We will be meeting this night to discuss things such as packing, money, etiquette, behaviour expectations, tipping and the bus to Pearson Airport. This will be the last time we will see each other as a group before gathering at the school on March 7th.

Why I love living in Flamborough - Thank you Judi Partridge and Michael Clark

WDHS owes a huge thanks to their good friend Councillor Judi Partridge and community-member Michael Clark for coming to our aid this week (February 19th). When a problem developed with our applications for Russian tourist visas a call when out for help that was quickly answered by Judi and Michael. On behalf of our trip, thank you for helping make Russia possible.

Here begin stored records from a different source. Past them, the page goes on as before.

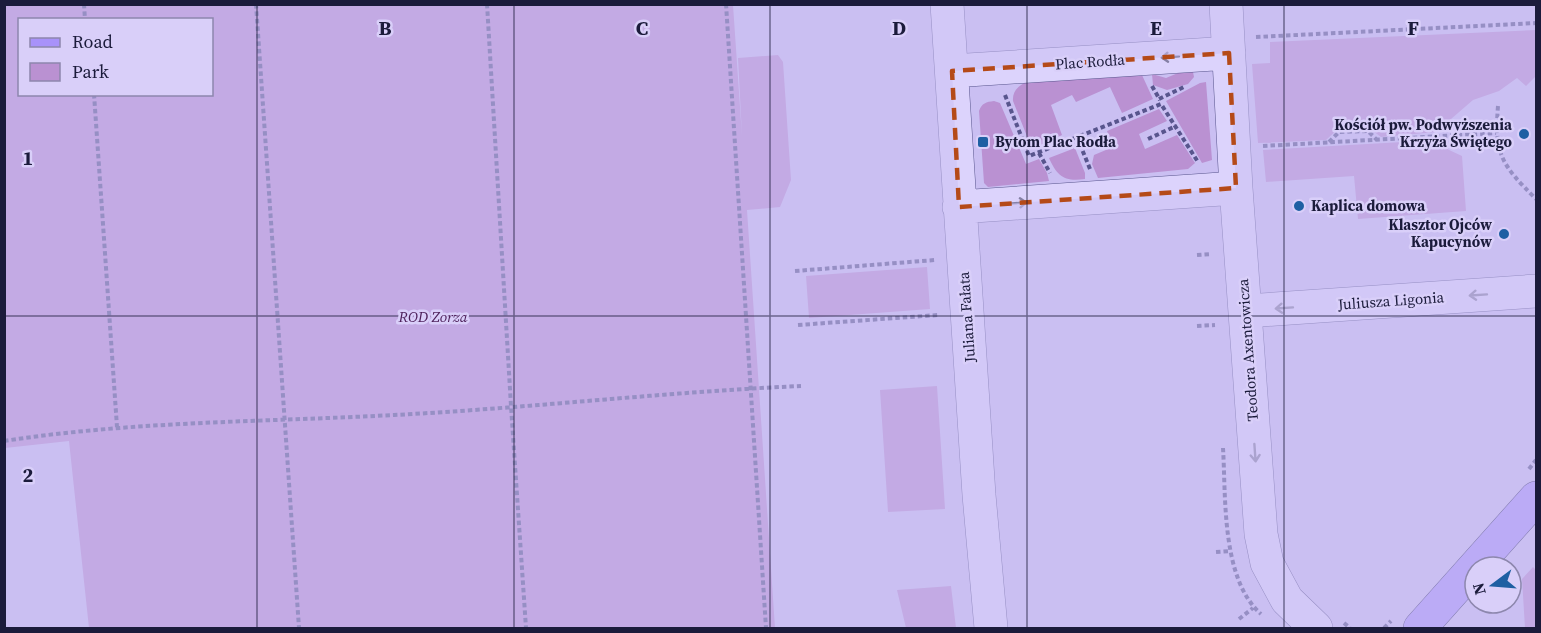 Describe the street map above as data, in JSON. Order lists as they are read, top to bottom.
{
  "streets": {
    "street": [
      "Plac Rodła",
      "Juliusza Ligonia",
      "Juliana Fałata",
      "Teodora Axentowicza"
    ]
  },
  "crossings": [
    ["Plac Rodła", "Juliana Fałata"],
    ["Plac Rodła", "Teodora Axentowicza"],
    ["Juliusza Ligonia", "Teodora Axentowicza"]
  ],
  "one_way": ["Juliusza Ligonia", "Teodora Axentowicza"],
  "parks": ["ROD Zorza"],
  "places": {
    "other": ["Kościół pw. Podwyższenia Krzyża Świętego", "Kaplica domowa", "Klasztor Ojców Kapucynów"],
    "transit": ["Bytom Plac Rodła"]
  },
  "legend": ["Road", "Park"],
  "north": "left",
  "grid": {
    "columns": [
      "B",
      "C",
      "D",
      "E",
      "F"
    ],
    "rows": ["1", "2"]
  }
} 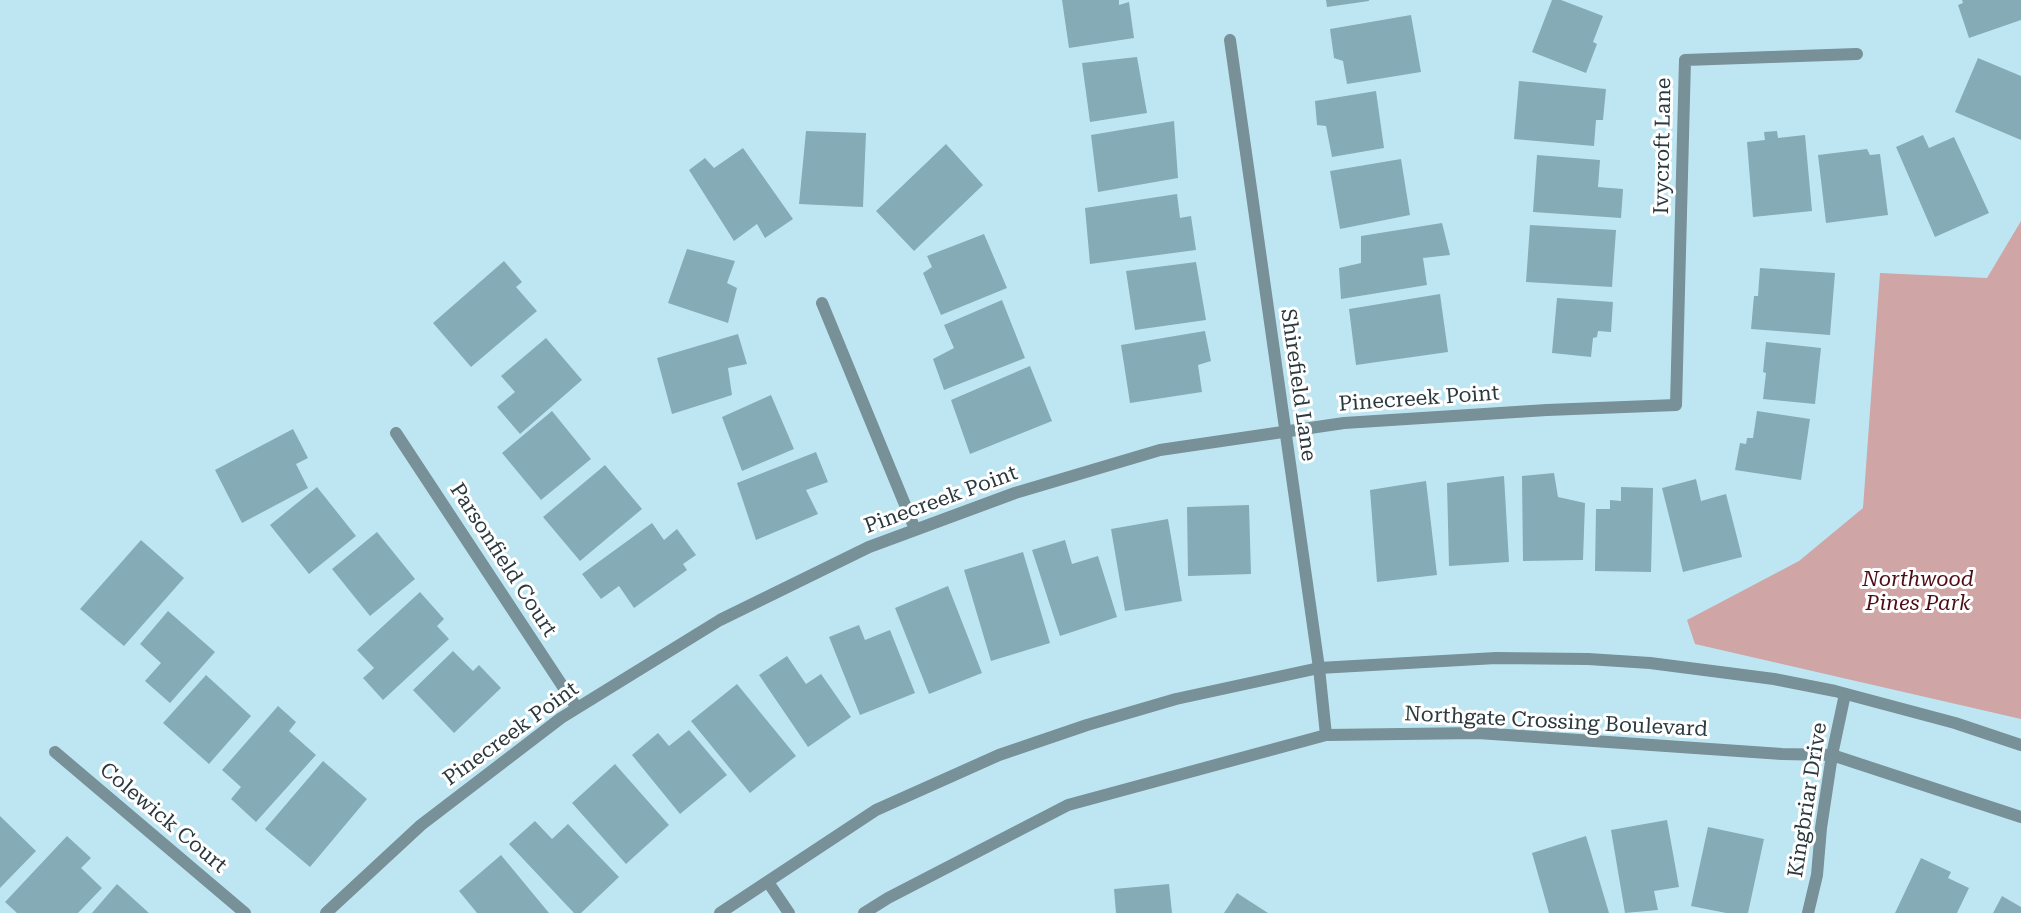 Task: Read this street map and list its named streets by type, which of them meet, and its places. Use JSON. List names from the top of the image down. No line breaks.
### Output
{"streets":{"street":["Ivycroft Lane","Shirefield Lane","Pinecreek Point","Parsonfield Court","Northgate Crossing Boulevard","Kingbriar Drive","Colewick Court"]},"crossings":[["Ivycroft Lane","Pinecreek Point"],["Shirefield Lane","Pinecreek Point"],["Shirefield Lane","Northgate Crossing Boulevard"],["Pinecreek Point","Parsonfield Court"],["Northgate Crossing Boulevard","Kingbriar Drive"]],"parks":["Northwood Pines Park"]} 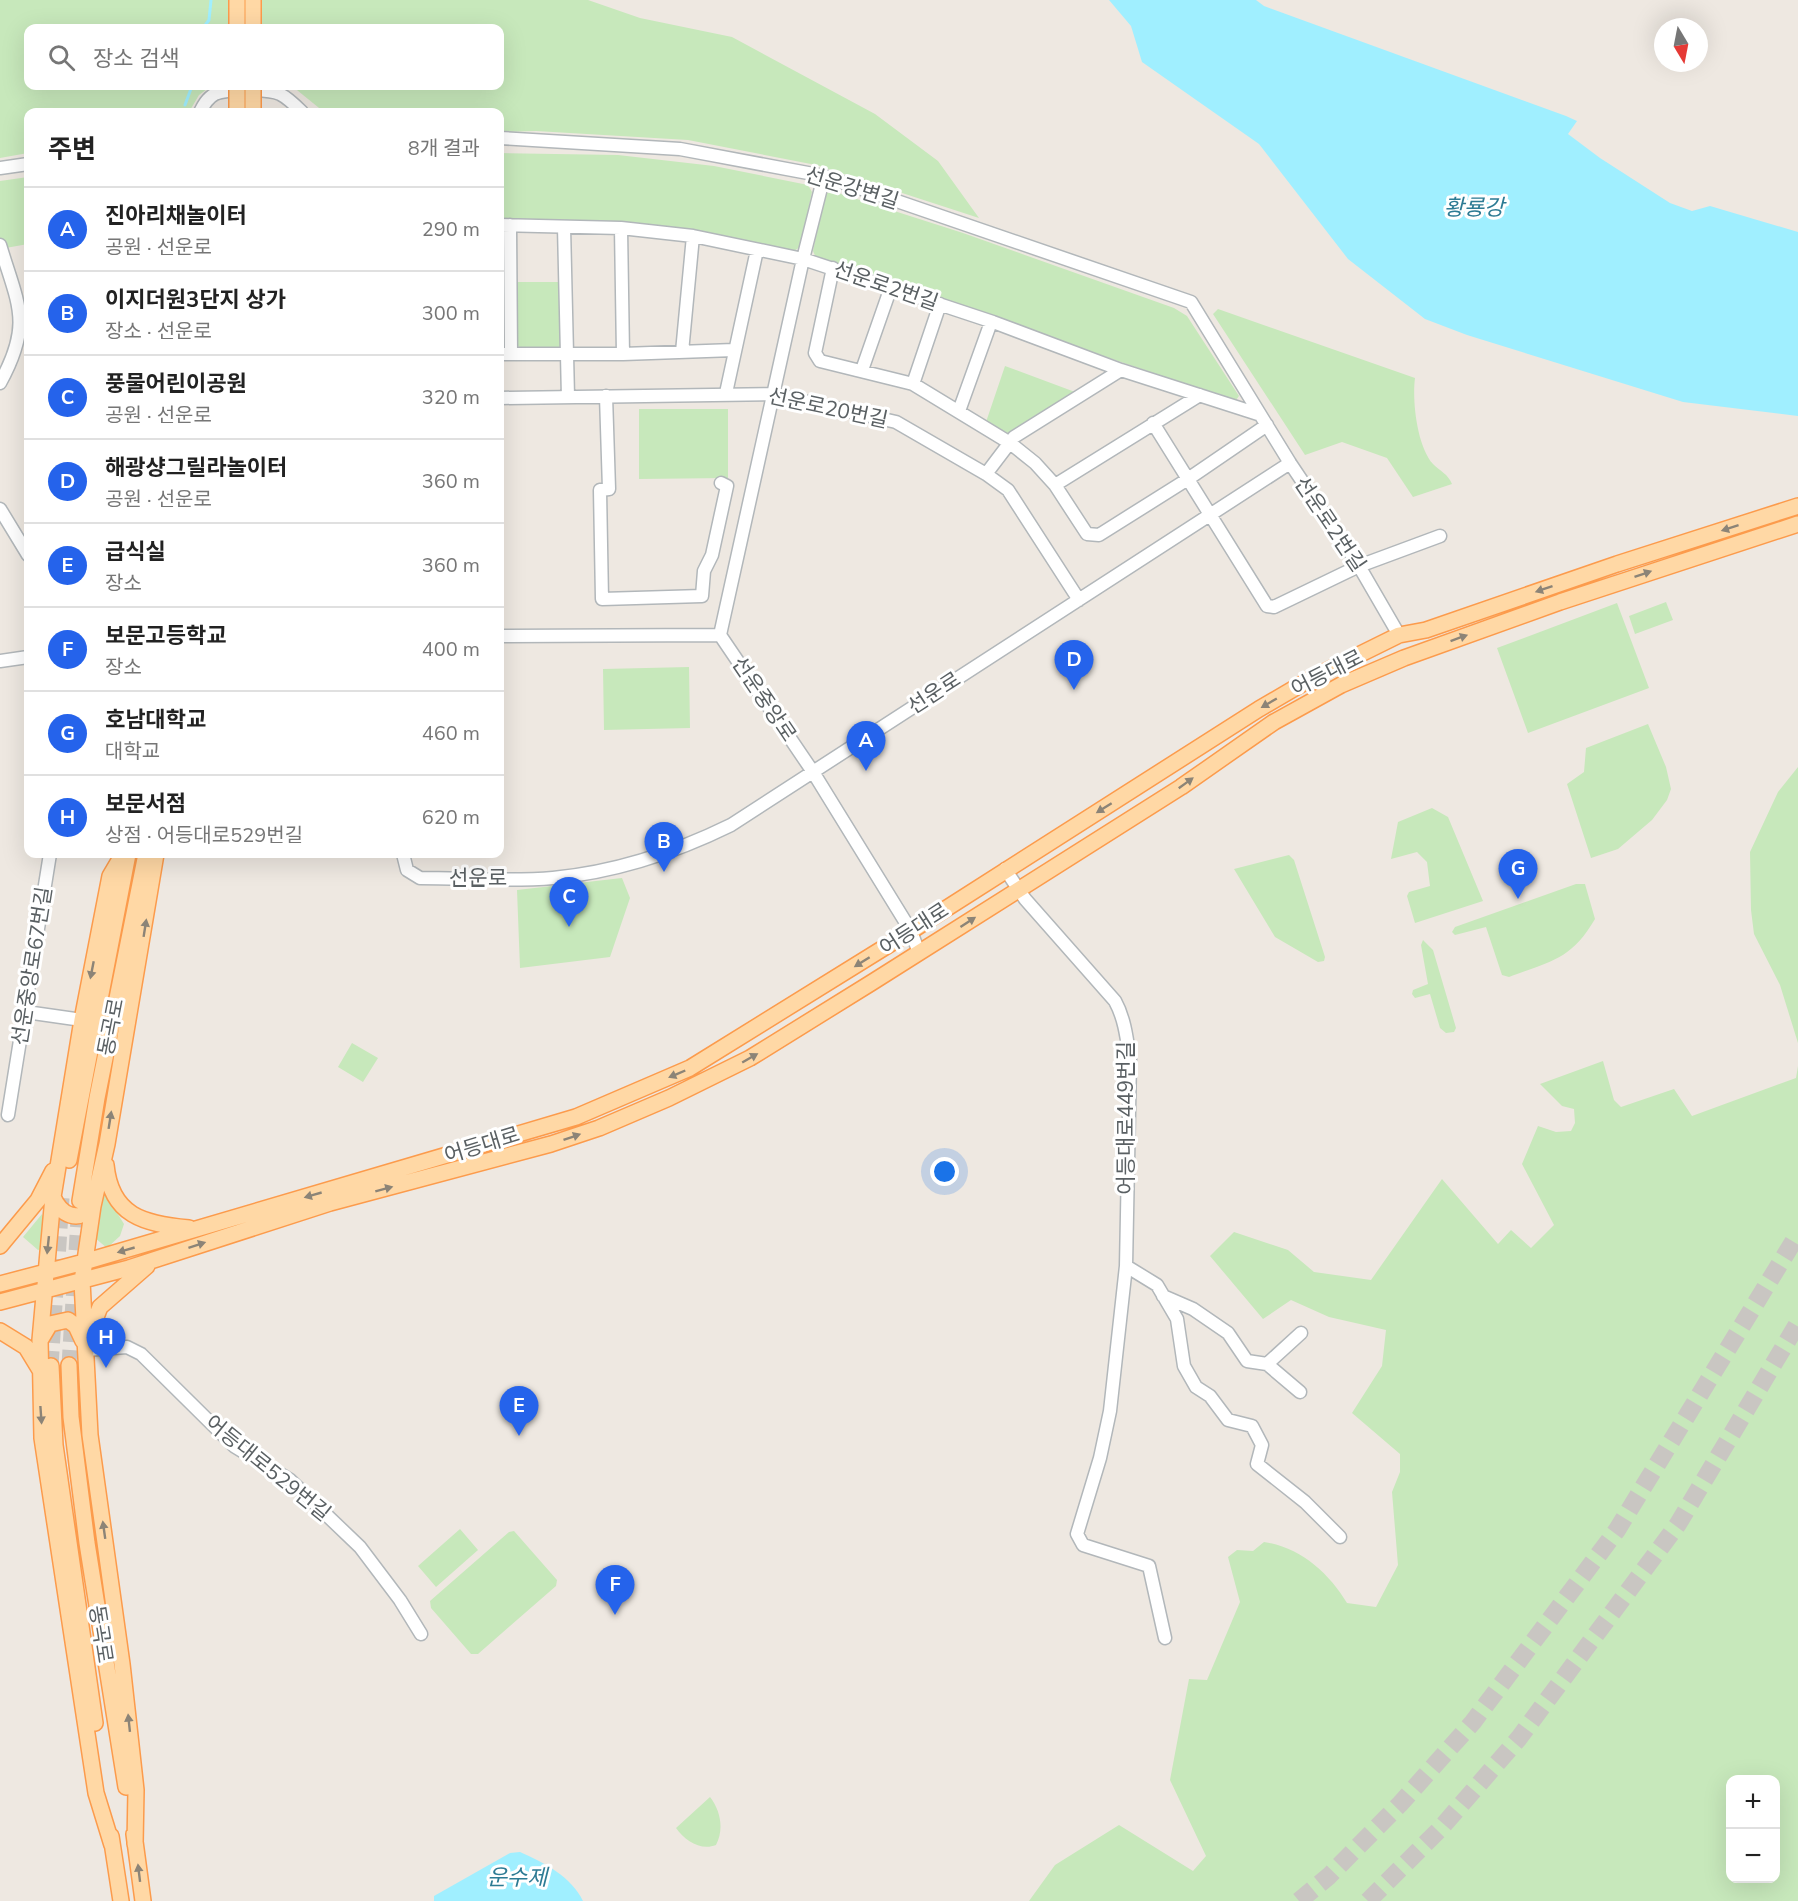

Our trip and the Canadian Olympic Committee - January 28th, 2013

I am happy to let everyone know that we have been contacted by the Canadian Olympic Committee and are exploring ideas that we could do in association with them in the lead-up to the Sochi 2014 Winter Olympics. One if the possibilities includes becoming penpals with a Russian school in Sochi, as well as a flag exchange in Moscow.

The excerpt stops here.